Sign in to your Google Cloud account. If you're new to Google Cloud, create an account to evaluate how our products perform in real-world scenarios. New customers also get $300 in free credits to run, test, and deploy workloads.

In the Google Cloud console, on the project selector page, select or create a Google Cloud project.

Roles required to select or create a project

Select a project: Selecting a project doesn't require a specific IAM role—you can select any project that you've been granted a role on.
Create a project: To create a project, you need the Project Creator role (roles/resourcemanager.projectCreator), which contains the resourcemanager.projects.create permission. Learn how to grant roles.

Go to project selector

Verify that billing is enabled for your Google Cloud project.

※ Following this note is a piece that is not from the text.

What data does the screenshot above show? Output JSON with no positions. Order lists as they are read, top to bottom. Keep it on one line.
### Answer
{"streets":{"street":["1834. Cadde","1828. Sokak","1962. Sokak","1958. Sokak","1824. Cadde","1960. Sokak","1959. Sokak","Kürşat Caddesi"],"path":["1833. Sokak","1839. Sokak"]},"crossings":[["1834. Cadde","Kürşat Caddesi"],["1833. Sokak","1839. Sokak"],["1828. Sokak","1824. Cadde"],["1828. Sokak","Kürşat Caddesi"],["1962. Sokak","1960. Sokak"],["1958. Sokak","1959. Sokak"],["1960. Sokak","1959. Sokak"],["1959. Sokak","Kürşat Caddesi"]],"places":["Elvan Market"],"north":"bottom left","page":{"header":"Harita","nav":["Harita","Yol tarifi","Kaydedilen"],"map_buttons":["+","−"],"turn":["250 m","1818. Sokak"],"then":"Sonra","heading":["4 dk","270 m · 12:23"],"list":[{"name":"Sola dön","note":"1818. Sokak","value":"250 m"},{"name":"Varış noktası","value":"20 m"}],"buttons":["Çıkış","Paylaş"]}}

Enable the Dataproc and BigQuery APIs.

Roles required to enable APIs

To enable APIs, you need the Service Usage Admin IAM role (roles/serviceusage.serviceUsageAdmin), which contains the serviceusage.services.enable permission. Learn how to grant roles.

Enable the APIs

In the Google Cloud console, on the project selector page, select or create a Google Cloud project.

Roles required to select or create a project

Select a project: Selecting a project doesn't require a specific IAM role—you can select any project that you've been granted a role on.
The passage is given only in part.